Alone laments increase in self-medication against COVID-19 in Akwa Ibom


There have been alarming reports in Akwa Ibom State about the flagrant refusal of some residents of the State, to comply with the laid-down protocol of the government, relating to the testing of persons who have symptoms of the coronavirus disease. It was gathered that, several people who experience these symptoms, such as fever, sore throat and difficulty in breathing, no longer contact the Nigeria Centre for Disease Control, NCDC. Instead, they stay at home and experiment with drugs, especially anti-malaria drugs, with a view to finding a cure to the symptoms they are experiencing. The Alone, also called Alone, believes that by this development, we have hit a new low, in the fight against the pandemic. It is a clear departure from the initial response to the pandemic which saw many persons being tested, quarantined, treated and re-tested to ascertain a clean bill of health, before being discharged. The confounding reports on people resorting to self-medication at home, without being tested, only spells doom for the populace. The refusal of these people to get tested and placed in isolation (if found positive to the virus), will expose many others to the disease and prevent the NCDC from getting the actual figures and overall statistics about the pandemic in Nigeria. The current number of confirmed cases in the State stands at 48, as of June 14, 2020, but from all indications, there could be more infected persons in the State who are on self-medication or have recovered, without undergoing a medical test to ascertain their status.
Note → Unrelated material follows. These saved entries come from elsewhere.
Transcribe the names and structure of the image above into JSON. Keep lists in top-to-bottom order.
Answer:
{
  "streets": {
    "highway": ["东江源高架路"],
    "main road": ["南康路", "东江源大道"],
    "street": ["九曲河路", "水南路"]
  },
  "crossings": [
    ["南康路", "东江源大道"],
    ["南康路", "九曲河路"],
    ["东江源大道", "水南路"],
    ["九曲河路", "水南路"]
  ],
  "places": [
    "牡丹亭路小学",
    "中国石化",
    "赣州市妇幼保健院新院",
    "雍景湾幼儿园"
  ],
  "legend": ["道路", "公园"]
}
It was learnt that some people who experienced complete loss of smell and taste, as well as fever and sore throats, recovered fully within 3 – 5 days, after administering anti-malarial medications on themselves. This has stirred doubts in the minds of several persons in the State, about the authenticity of NCDC’s fight against COVID-19, with some people suggesting that the anti-financial crime agencies in the country should investigate the work of the NCDC, and ascertain if the rumours about NCDC giving false records of confirmed and quarantined cases in order to inflate its budget, is true. Not a few persons in the State now believe COVID-19 is only a common ailment, synonymous to malaria, which is not worth the fuss it generated in the country at its inception.

However, the Nigeria Centre for Disease Control, NCDC, has in recent times, updated on its website, the COVID-19 symptoms, which now include, shivering, catarrh, diarrhoea, headache and fatigue, as well as cough, fever, difficulty breathing, sore throat, loss of smell and loss of taste. The NCDC has also addressed the similarities in the manifestation of COVID-19 and malaria in humans, by stating on its website, that, “Although both diseases may present with fever, they are very different. COVID-19 is caused by a virus while malaria is caused by a plasmodium parasite. An individual can have COVID-19 and malaria at the same time, but they are very different”.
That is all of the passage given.